● WHAT THE EXERCISE ASKS
Up to and including the line with "position:absolute; left:10px; top:1068px;", restate the records below word for word, beginning with their first line.

● Items from a data source
Content starts

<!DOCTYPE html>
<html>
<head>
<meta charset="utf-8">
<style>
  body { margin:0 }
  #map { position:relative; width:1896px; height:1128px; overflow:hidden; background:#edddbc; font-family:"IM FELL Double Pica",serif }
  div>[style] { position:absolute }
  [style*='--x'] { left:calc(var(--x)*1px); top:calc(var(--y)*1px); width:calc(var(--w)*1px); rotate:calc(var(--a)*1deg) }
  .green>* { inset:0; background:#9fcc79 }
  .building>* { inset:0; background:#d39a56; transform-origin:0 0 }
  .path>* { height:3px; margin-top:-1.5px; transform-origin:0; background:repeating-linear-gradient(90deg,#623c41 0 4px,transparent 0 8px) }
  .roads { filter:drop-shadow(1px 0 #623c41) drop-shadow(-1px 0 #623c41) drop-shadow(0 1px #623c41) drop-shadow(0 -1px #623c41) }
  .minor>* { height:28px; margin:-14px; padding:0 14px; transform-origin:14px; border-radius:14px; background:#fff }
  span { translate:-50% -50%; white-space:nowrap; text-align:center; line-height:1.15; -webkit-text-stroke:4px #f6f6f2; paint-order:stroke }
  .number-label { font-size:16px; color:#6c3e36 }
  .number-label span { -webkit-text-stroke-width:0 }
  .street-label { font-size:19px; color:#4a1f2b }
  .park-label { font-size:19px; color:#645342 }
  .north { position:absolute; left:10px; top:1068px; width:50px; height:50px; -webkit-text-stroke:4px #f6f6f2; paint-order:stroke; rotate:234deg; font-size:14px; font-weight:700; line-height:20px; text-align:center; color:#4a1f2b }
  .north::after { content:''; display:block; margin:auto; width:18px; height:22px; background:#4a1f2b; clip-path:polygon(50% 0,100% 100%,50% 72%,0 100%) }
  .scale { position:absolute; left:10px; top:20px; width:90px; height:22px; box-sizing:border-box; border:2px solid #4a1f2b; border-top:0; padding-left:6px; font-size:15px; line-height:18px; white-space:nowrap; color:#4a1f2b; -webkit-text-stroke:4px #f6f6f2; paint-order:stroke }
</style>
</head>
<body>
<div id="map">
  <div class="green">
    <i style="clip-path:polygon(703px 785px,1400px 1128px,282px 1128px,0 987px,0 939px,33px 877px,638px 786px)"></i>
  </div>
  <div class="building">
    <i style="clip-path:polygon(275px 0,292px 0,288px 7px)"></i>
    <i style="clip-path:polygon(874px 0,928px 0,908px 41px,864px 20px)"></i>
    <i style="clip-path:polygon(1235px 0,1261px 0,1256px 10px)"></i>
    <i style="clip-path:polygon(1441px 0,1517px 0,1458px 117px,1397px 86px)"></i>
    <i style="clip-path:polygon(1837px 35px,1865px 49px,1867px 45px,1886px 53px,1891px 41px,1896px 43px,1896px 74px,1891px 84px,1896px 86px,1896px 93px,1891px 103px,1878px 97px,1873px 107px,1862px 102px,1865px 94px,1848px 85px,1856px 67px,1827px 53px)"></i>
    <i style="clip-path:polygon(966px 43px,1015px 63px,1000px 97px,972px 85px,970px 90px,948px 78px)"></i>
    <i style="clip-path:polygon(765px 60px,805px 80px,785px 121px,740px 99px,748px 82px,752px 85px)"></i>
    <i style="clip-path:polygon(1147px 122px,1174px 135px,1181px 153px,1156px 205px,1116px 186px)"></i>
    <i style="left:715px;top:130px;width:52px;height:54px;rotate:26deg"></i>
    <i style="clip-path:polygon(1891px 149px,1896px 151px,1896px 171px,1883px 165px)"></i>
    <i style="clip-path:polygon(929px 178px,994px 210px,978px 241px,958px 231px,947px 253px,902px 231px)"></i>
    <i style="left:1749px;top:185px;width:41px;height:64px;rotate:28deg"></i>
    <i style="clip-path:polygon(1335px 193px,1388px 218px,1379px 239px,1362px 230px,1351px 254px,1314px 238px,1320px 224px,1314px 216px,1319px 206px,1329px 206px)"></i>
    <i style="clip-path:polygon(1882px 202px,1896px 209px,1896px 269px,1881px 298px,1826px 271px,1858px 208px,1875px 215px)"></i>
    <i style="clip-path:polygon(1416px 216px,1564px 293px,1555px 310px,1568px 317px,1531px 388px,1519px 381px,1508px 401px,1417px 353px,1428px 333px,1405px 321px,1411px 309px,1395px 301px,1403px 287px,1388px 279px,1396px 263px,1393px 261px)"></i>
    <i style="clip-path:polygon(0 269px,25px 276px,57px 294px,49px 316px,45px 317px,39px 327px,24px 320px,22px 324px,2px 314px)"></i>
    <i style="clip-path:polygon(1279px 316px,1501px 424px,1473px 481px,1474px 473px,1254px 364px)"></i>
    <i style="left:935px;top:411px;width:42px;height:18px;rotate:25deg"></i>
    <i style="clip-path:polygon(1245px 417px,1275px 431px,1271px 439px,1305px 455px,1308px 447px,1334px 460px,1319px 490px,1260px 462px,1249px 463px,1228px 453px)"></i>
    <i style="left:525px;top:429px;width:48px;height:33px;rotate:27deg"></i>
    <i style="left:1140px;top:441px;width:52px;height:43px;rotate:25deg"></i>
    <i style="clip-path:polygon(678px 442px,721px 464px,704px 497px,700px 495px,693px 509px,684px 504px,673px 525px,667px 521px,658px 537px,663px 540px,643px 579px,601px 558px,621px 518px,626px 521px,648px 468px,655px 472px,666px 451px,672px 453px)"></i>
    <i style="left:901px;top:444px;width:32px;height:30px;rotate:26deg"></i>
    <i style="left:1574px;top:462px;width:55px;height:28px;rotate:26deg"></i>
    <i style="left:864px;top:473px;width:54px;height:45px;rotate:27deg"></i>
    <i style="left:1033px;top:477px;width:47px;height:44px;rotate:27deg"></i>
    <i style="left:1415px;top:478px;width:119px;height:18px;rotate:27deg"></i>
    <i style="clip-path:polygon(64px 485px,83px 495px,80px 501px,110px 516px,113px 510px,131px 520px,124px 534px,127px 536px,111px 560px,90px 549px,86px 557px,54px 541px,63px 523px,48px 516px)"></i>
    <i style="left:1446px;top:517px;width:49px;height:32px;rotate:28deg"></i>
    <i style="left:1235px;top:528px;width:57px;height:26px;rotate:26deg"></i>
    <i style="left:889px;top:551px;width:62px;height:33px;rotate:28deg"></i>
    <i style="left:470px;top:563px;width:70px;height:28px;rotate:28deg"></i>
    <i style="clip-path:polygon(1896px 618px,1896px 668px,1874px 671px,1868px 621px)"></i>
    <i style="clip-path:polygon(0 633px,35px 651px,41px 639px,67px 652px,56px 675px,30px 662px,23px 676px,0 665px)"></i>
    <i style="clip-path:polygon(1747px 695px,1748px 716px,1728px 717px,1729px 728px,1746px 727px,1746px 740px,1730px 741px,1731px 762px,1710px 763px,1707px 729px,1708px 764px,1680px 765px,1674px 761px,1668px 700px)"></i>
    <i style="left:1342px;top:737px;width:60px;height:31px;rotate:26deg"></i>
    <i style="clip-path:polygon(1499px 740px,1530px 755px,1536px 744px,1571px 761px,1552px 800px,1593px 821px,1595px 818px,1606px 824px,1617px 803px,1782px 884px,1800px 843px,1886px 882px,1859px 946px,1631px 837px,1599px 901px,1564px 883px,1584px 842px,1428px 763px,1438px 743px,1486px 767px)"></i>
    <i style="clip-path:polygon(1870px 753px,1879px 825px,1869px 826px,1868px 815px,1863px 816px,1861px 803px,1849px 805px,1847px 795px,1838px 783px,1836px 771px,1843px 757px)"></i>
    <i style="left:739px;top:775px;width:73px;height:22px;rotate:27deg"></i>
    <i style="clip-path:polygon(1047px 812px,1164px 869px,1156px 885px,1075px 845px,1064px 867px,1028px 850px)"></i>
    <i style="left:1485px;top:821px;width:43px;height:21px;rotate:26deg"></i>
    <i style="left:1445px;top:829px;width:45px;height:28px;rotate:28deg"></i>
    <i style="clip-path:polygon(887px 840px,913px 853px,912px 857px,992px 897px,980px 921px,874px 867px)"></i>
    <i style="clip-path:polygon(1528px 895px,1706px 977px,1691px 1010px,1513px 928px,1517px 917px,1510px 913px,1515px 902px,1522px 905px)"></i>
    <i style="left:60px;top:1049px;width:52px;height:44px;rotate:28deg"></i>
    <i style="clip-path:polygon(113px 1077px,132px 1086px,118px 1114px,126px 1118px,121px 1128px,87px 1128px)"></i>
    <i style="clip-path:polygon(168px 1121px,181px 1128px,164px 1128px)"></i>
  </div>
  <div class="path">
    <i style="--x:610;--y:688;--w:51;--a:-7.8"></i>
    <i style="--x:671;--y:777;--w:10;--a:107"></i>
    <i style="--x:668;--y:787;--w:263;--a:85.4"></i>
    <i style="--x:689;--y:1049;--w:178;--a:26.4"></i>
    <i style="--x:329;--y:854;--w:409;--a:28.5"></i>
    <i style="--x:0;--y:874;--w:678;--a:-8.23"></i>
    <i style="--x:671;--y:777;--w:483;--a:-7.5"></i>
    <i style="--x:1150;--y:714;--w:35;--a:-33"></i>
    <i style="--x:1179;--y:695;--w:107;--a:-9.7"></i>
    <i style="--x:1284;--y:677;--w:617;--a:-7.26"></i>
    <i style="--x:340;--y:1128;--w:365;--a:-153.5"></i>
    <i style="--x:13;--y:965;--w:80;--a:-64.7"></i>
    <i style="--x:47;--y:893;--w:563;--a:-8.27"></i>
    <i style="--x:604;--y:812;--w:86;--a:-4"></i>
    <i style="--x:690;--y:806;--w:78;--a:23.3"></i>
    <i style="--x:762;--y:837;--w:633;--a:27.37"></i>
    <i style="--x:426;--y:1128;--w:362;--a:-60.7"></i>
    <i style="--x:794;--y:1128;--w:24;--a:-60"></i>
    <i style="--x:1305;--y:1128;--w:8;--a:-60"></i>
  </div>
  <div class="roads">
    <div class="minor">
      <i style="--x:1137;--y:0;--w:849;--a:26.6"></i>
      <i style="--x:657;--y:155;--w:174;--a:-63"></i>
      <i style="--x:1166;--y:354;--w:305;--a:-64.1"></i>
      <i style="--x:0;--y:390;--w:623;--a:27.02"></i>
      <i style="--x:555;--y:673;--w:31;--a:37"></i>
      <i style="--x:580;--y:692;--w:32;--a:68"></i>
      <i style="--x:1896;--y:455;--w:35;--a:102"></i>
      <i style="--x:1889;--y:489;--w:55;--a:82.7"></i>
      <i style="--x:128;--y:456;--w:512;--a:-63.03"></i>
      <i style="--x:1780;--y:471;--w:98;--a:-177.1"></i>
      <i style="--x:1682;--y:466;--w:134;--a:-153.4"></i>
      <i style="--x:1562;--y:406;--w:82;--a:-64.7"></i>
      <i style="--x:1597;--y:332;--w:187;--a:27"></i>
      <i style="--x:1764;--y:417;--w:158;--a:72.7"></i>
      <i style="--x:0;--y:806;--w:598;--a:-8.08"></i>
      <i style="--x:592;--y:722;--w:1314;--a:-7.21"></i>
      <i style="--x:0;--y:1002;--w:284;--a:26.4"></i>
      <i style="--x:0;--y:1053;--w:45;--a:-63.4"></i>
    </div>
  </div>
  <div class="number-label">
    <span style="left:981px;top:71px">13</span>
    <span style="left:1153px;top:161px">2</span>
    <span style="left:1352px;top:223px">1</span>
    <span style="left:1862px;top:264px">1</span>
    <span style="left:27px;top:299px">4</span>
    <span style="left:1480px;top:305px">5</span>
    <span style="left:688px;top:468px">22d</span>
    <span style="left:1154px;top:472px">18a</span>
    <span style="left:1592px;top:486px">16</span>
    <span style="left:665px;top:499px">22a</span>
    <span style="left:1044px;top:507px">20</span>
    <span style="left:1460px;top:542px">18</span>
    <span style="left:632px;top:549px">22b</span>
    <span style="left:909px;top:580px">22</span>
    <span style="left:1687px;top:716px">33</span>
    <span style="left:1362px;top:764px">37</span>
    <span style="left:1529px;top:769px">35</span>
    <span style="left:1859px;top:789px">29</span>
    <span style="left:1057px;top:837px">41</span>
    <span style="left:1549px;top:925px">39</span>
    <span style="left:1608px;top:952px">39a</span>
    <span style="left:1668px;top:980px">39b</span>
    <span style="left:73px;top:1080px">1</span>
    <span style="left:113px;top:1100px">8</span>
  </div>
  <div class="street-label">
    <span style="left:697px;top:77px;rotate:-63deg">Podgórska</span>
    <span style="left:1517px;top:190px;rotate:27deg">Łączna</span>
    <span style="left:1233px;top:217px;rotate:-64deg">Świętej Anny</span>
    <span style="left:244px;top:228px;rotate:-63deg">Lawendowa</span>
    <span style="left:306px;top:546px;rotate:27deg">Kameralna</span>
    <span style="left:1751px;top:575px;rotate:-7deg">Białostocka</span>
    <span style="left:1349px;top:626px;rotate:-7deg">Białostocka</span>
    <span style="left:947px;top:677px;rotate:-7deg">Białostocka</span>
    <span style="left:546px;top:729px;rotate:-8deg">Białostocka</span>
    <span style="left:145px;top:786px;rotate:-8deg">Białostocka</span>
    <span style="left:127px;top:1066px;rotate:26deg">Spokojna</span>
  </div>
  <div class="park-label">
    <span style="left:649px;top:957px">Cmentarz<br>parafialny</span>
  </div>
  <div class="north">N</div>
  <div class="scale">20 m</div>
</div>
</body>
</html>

Content ends

● TASK OUTPUT
<!DOCTYPE html>
<html>
<head>
<meta charset="utf-8">
<style>
  body { margin:0 }
  #map { position:relative; width:1896px; height:1128px; overflow:hidden; background:#edddbc; font-family:"IM FELL Double Pica",serif }
  div>[style] { position:absolute }
  [style*='--x'] { left:calc(var(--x)*1px); top:calc(var(--y)*1px); width:calc(var(--w)*1px); rotate:calc(var(--a)*1deg) }
  .green>* { inset:0; background:#9fcc79 }
  .building>* { inset:0; background:#d39a56; transform-origin:0 0 }
  .path>* { height:3px; margin-top:-1.5px; transform-origin:0; background:repeating-linear-gradient(90deg,#623c41 0 4px,transparent 0 8px) }
  .roads { filter:drop-shadow(1px 0 #623c41) drop-shadow(-1px 0 #623c41) drop-shadow(0 1px #623c41) drop-shadow(0 -1px #623c41) }
  .minor>* { height:28px; margin:-14px; padding:0 14px; transform-origin:14px; border-radius:14px; background:#fff }
  span { translate:-50% -50%; white-space:nowrap; text-align:center; line-height:1.15; -webkit-text-stroke:4px #f6f6f2; paint-order:stroke }
  .number-label { font-size:16px; color:#6c3e36 }
  .number-label span { -webkit-text-stroke-width:0 }
  .street-label { font-size:19px; color:#4a1f2b }
  .park-label { font-size:19px; color:#645342 }
  .north { position:absolute; left:10px; top:1068px; width:50px; height:50px; -webkit-text-stroke:4px #f6f6f2; paint-order:stroke; rotate:234deg; font-size:14px; font-weight:700; line-height:20px; text-align:center; color:#4a1f2b }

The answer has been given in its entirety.